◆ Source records
---
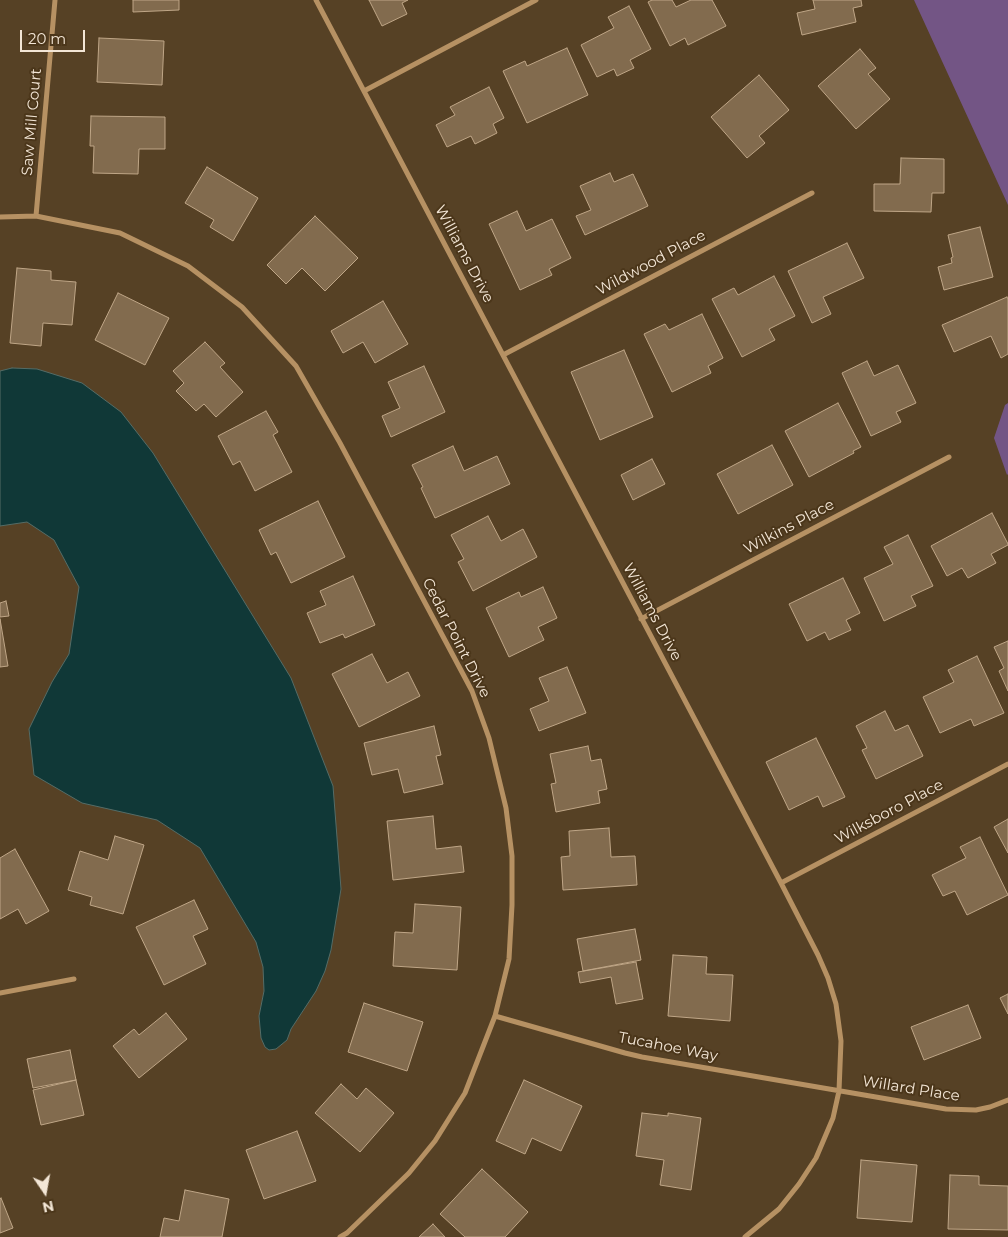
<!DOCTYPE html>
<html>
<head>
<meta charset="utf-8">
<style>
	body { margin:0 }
	#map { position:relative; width:1008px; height:1237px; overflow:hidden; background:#564125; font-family:Montserrat,sans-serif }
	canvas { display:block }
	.north { position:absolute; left:20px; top:1167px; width:50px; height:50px; -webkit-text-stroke:4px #4b361a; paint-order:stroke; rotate:168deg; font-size:14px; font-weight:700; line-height:20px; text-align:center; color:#f3e6d6 }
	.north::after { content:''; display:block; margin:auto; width:18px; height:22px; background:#f3e6d6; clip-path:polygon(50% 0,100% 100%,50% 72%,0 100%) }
	.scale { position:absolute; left:20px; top:30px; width:65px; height:22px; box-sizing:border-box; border:2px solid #f3e6d6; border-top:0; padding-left:6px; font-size:15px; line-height:18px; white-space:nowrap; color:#f3e6d6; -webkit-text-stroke:4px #4b361a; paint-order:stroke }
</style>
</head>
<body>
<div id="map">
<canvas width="1008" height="1237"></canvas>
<div class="north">N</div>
<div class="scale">20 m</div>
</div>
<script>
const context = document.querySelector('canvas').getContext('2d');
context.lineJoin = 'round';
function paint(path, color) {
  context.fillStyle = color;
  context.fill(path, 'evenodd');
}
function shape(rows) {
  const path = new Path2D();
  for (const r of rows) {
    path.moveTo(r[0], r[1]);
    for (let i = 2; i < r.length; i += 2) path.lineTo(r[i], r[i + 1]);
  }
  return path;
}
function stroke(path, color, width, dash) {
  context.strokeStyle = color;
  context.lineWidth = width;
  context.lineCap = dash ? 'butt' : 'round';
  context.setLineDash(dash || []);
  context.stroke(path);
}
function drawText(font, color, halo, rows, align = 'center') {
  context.font = font + ' Montserrat,sans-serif';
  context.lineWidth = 4;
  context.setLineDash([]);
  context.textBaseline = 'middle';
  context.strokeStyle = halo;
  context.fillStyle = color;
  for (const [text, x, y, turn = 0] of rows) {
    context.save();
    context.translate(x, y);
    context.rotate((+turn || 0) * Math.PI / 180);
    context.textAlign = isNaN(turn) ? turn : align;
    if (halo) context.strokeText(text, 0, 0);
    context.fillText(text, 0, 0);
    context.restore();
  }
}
const green = shape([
	[914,0,1008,0,1008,205],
	[1008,403,1008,474,1007,475,994,438,1005,405]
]);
const water = shape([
	[12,368,37,369,82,383,121,412,153,453,291,678,333,786,341,889,331,950,325,971,316,991,291,1029,287,1040,276,1049,269,1050,265,1047,261,1038,259,1016,264,991,263,967,256,942,200,848,157,820,82,803,34,775,29,729,52,682,69,654,79,587,54,540,27,522,0,526,0,371,12,368]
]);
const building = shape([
	[133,0,179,0,179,10,133,12,133,0],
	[369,0,408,0,402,3,407,14,382,26,369,0],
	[652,0,672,0,676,7,691,0,712,0,726,26,688,45,685,38,670,46,648,2,652,0],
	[813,0,861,0,862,6,853,8,856,22,802,35,797,13,815,9,813,0],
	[629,6,651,49,630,60,634,68,617,76,614,69,597,77,581,45,614,28,608,17,629,6],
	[99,38,164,41,162,85,97,82,99,38],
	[567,48,588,95,527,123,503,71,525,61,527,66,567,48],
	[860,49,876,68,868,74,890,99,856,129,818,86,860,49],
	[759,75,789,110,759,136,765,143,747,158,711,117,759,75],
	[489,87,504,118,493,124,497,133,475,144,471,136,447,147,436,125,455,115,450,107,489,87],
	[91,116,165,117,165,149,139,149,138,174,93,173,94,146,90,146,91,116],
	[901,158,944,159,944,193,932,193,931,212,874,211,874,184,900,184,901,158],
	[207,167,258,198,233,241,210,227,214,220,185,203,207,167],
	[610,173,614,182,633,174,648,206,585,235,576,216,591,210,580,186,610,173],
	[517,211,526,231,552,219,571,258,549,269,552,275,520,290,489,224,517,211],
	[315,216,358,258,325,291,302,268,286,284,267,265,315,216],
	[980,227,993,277,944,290,938,267,952,263,951,258,953,257,948,235,980,227],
	[847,243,864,278,823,297,831,314,812,323,788,271,847,243],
	[17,268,51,271,51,280,76,282,72,325,43,323,41,346,10,343,17,268],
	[774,276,795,316,769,329,775,340,742,357,712,299,734,288,738,295,774,276],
	[118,293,169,318,145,365,95,340,118,293],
	[1007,297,1008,299,1008,354,1001,358,991,336,954,352,942,325,1007,297],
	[383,301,408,344,375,363,363,342,343,353,331,331,383,301],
	[702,314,723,358,708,366,711,373,672,392,644,334,665,324,669,330,702,314],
	[205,342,225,363,220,367,243,392,216,417,204,404,196,411,176,391,184,383,173,371,205,342],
	[624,350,653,417,600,440,571,372,624,350],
	[867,361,874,376,898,365,916,403,896,412,901,422,871,436,842,373,867,361],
	[424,366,445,412,391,437,382,416,400,408,388,382,424,366],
	[838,403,861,447,853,451,854,453,809,477,785,431,838,403],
	[266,411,278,432,273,435,292,472,255,491,240,461,233,465,218,436,266,411],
	[772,445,793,485,738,514,717,474,772,445],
	[453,446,464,471,497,456,510,484,435,518,421,488,423,487,412,465,453,446],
	[652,459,665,484,633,500,621,475,652,459],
	[318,501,345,557,291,583,276,552,271,555,259,530,318,501],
	[992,513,1008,544,1008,545,991,554,996,563,968,578,962,568,947,576,931,546,992,513],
	[488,516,501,541,523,529,537,557,473,591,458,562,464,559,451,535,488,516],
	[908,535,933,586,911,596,916,606,884,621,864,578,893,564,884,547,908,535],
	[353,576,375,625,345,638,343,634,320,643,307,613,326,605,320,591,353,576],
	[843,578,860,613,846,620,851,630,829,640,825,632,807,641,789,604,843,578],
	[543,587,557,618,538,627,544,640,509,657,486,608,519,592,521,597,543,587],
	[6,601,9,616,0,617,0,603,6,601],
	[0,619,8,666,0,667,0,619],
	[1008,641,1008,691,999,671,1004,668,994,647,1008,641],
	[372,654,387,683,408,672,420,696,359,727,332,674,372,654],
	[977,656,1004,713,974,726,971,719,940,733,923,697,954,682,948,670,977,656],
	[567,667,586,713,539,731,530,709,549,701,539,678,567,667],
	[885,711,895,731,908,725,923,756,876,779,862,750,867,748,856,726,885,711],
	[434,726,441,755,436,756,443,784,404,793,398,769,372,775,364,743,434,726],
	[816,738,845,797,823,807,818,796,789,810,766,762,816,738],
	[588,746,591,761,601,759,607,789,598,791,600,803,556,812,551,784,556,783,550,754,588,746],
	[433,816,436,849,461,846,464,872,393,880,387,821,433,816],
	[1008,819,1008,853,994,827,1008,819],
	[609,828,611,857,635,856,637,885,563,890,561,857,570,856,569,831,609,828],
	[115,836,144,845,123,914,90,905,92,897,68,890,80,851,108,860,115,836],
	[980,837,1008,895,967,915,955,891,943,896,932,875,966,858,960,847,980,837],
	[15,849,49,911,26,924,18,909,0,919,0,858,15,849],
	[194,900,208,929,193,936,206,964,164,985,136,927,194,900],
	[415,904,461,907,457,970,393,966,395,932,413,933,415,904],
	[635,929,641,960,583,971,577,939,635,929],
	[673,955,707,957,706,974,733,975,730,1021,668,1016,673,955],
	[636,962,643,999,616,1004,611,977,580,983,578,972,636,962],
	[1008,994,1008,1014,1000,998,1008,994],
	[364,1003,423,1022,407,1071,348,1052,364,1003],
	[968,1005,981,1038,924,1060,911,1027,968,1005],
	[166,1013,187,1039,139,1078,113,1046,134,1029,139,1035,166,1013],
	[70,1050,76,1080,33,1088,27,1059,70,1050],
	[76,1080,84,1115,41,1125,33,1090,76,1080],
	[524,1080,582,1106,561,1151,532,1138,525,1154,496,1141,524,1080],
	[341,1084,357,1099,366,1088,394,1113,360,1152,315,1113,341,1084],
	[642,1113,668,1116,668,1113,701,1118,691,1190,660,1185,664,1160,636,1156,642,1113],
	[297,1131,316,1181,264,1199,246,1150,297,1131],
	[861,1160,917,1165,912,1222,857,1218,861,1160],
	[482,1169,528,1212,505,1237,465,1237,440,1214,482,1169],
	[950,1175,979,1176,979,1185,1008,1186,1008,1230,948,1229,950,1175],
	[185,1190,229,1199,222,1237,160,1237,164,1218,179,1221,185,1190],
	[1,1198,13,1228,0,1233,0,1199,1,1198],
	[433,1224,445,1237,419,1237,433,1224]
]);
const street = shape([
	[316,0,781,883,818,955,828,978,836,1004,841,1041,839,1091,833,1118,816,1158,799,1184,779,1209,745,1237],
	[364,91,536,0],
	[36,216,55,0],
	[0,217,36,216,120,233,188,266,242,307,296,366,340,443,472,691,489,738,506,808,512,856,512,905,509,959,495,1016,465,1093,435,1141,409,1173,347,1233,340,1237],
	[503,355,812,193],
	[641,619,949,457],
	[781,883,1008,764],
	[0,993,74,979],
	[495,1016,625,1053,642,1057,946,1109,976,1110,990,1107,1008,1100]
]);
const streetNames = [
	["Saw Mill Court",32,122,-85],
	["Williams Drive",464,254,62],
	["Wildwood Place",651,263,-28],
	["Wilkins Place",789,527,-28],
	["Williams Drive",652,612,62],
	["Cedar Point Drive",456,638,63],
	["Wilksboro Place",889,812,-28],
	["Tucahoe Way",668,1047,11],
	["Willard Place",911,1089,9]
];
paint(green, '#735585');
paint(water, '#103837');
stroke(water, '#546c67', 1);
paint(building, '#826b4e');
stroke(building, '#bfa687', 1);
stroke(street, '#b69163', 5);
drawText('15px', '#f3e6d6', '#4b361a', streetNames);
</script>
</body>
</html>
---
◆ EXERCISE OBJECTIVE
Take every line above carrying "rotate" and return it.

◆ SOLUTION TO THIS EXERCISE
	.north { position:absolute; left:20px; top:1167px; width:50px; height:50px; -webkit-text-stroke:4px #4b361a; paint-order:stroke; rotate:168deg; font-size:14px; font-weight:700; line-height:20px; text-align:center; color:#f3e6d6 }
    context.rotate((+turn || 0) * Math.PI / 180);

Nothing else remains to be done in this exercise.